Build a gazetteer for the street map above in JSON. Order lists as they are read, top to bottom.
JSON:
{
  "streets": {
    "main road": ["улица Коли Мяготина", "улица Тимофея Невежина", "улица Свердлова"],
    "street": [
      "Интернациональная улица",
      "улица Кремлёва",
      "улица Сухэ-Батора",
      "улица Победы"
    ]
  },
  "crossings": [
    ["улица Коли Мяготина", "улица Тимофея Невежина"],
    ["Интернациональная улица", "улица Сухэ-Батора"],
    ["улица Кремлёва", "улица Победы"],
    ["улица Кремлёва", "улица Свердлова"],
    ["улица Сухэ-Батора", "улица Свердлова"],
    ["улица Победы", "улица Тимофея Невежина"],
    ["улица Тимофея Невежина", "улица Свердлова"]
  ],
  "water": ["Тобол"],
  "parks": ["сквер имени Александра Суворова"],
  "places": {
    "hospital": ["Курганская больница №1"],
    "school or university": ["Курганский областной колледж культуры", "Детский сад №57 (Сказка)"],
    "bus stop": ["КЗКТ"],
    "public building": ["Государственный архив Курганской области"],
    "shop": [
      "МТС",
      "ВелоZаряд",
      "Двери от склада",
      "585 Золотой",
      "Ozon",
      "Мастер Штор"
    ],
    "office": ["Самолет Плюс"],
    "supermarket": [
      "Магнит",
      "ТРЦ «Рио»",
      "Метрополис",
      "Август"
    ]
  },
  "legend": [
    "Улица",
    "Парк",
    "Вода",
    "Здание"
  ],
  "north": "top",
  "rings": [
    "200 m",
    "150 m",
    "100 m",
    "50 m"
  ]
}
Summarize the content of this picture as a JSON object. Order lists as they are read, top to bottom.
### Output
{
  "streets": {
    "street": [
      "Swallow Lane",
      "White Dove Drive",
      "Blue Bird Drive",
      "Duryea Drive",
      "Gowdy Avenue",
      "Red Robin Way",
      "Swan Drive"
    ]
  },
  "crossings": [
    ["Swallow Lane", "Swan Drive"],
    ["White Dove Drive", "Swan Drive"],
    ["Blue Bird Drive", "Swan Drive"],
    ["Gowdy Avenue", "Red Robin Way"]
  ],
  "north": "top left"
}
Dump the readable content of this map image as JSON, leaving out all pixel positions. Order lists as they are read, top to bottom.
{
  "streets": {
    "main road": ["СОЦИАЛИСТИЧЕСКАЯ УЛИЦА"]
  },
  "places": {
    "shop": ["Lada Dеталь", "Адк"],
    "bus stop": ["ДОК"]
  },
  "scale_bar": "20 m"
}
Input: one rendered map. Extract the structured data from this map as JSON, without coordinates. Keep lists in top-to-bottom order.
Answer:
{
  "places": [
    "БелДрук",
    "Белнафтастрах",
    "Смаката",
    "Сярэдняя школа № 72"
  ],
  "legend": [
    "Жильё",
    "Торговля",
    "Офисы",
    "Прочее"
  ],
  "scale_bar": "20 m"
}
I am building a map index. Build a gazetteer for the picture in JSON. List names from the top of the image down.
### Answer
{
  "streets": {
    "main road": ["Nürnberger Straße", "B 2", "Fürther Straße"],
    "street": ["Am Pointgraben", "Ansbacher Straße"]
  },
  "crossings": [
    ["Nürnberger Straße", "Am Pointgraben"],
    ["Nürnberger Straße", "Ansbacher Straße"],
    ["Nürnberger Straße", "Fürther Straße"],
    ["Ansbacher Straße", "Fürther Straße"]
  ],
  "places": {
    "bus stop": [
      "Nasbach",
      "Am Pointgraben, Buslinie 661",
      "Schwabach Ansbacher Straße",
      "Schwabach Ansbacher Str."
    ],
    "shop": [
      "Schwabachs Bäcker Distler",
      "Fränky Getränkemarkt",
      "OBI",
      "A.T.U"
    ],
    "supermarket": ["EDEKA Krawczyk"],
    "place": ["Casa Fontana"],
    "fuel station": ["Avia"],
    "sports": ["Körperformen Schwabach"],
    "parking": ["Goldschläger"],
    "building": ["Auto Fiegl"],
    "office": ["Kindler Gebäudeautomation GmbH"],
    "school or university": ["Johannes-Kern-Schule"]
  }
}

== Task goal ==
Print every record above exactly as it was given.

== Reply ==
Build a gazetteer for the street map above in JSON. Order lists as they are read, top to bottom.
JSON:
{
  "streets": {
    "main road": ["улица Коли Мяготина", "улица Тимофея Невежина", "улица Свердлова"],
    "street": [
      "Интернациональная улица",
      "улица Кремлёва",
      "улица Сухэ-Батора",
      "улица Победы"
    ]
  },
  "crossings": [
    ["улица Коли Мяготина", "улица Тимофея Невежина"],
    ["Интернациональная улица", "улица Сухэ-Батора"],
    ["улица Кремлёва", "улица Победы"],
    ["улица Кремлёва", "улица Свердлова"],
    ["улица Сухэ-Батора", "улица Свердлова"],
    ["улица Победы", "улица Тимофея Невежина"],
    ["улица Тимофея Невежина", "улица Свердлова"]
  ],
  "water": ["Тобол"],
  "parks": ["сквер имени Александра Суворова"],
  "places": {
    "hospital": ["Курганская больница №1"],
    "school or university": ["Курганский областной колледж культуры", "Детский сад №57 (Сказка)"],
    "bus stop": ["КЗКТ"],
    "public building": ["Государственный архив Курганской области"],
    "shop": [
      "МТС",
      "ВелоZаряд",
      "Двери от склада",
      "585 Золотой",
      "Ozon",
      "Мастер Штор"
    ],
    "office": ["Самолет Плюс"],
    "supermarket": [
      "Магнит",
      "ТРЦ «Рио»",
      "Метрополис",
      "Август"
    ]
  },
  "legend": [
    "Улица",
    "Парк",
    "Вода",
    "Здание"
  ],
  "north": "top",
  "rings": [
    "200 m",
    "150 m",
    "100 m",
    "50 m"
  ]
}
Summarize the content of this picture as a JSON object. Order lists as they are read, top to bottom.
### Output
{
  "streets": {
    "street": [
      "Swallow Lane",
      "White Dove Drive",
      "Blue Bird Drive",
      "Duryea Drive",
      "Gowdy Avenue",
      "Red Robin Way",
      "Swan Drive"
    ]
  },
  "crossings": [
    ["Swallow Lane", "Swan Drive"],
    ["White Dove Drive", "Swan Drive"],
    ["Blue Bird Drive", "Swan Drive"],
    ["Gowdy Avenue", "Red Robin Way"]
  ],
  "north": "top left"
}
Dump the readable content of this map image as JSON, leaving out all pixel positions. Order lists as they are read, top to bottom.
{
  "streets": {
    "main road": ["СОЦИАЛИСТИЧЕСКАЯ УЛИЦА"]
  },
  "places": {
    "shop": ["Lada Dеталь", "Адк"],
    "bus stop": ["ДОК"]
  },
  "scale_bar": "20 m"
}
Input: one rendered map. Extract the structured data from this map as JSON, without coordinates. Keep lists in top-to-bottom order.
Answer:
{
  "places": [
    "БелДрук",
    "Белнафтастрах",
    "Смаката",
    "Сярэдняя школа № 72"
  ],
  "legend": [
    "Жильё",
    "Торговля",
    "Офисы",
    "Прочее"
  ],
  "scale_bar": "20 m"
}
I am building a map index. Build a gazetteer for the picture in JSON. List names from the top of the image down.
### Answer
{
  "streets": {
    "main road": ["Nürnberger Straße", "B 2", "Fürther Straße"],
    "street": ["Am Pointgraben", "Ansbacher Straße"]
  },
  "crossings": [
    ["Nürnberger Straße", "Am Pointgraben"],
    ["Nürnberger Straße", "Ansbacher Straße"],
    ["Nürnberger Straße", "Fürther Straße"],
    ["Ansbacher Straße", "Fürther Straße"]
  ],
  "places": {
    "bus stop": [
      "Nasbach",
      "Am Pointgraben, Buslinie 661",
      "Schwabach Ansbacher Straße",
      "Schwabach Ansbacher Str."
    ],
    "shop": [
      "Schwabachs Bäcker Distler",
      "Fränky Getränkemarkt",
      "OBI",
      "A.T.U"
    ],
    "supermarket": ["EDEKA Krawczyk"],
    "place": ["Casa Fontana"],
    "fuel station": ["Avia"],
    "sports": ["Körperformen Schwabach"],
    "parking": ["Goldschläger"],
    "building": ["Auto Fiegl"],
    "office": ["Kindler Gebäudeautomation GmbH"],
    "school or university": ["Johannes-Kern-Schule"]
  }
}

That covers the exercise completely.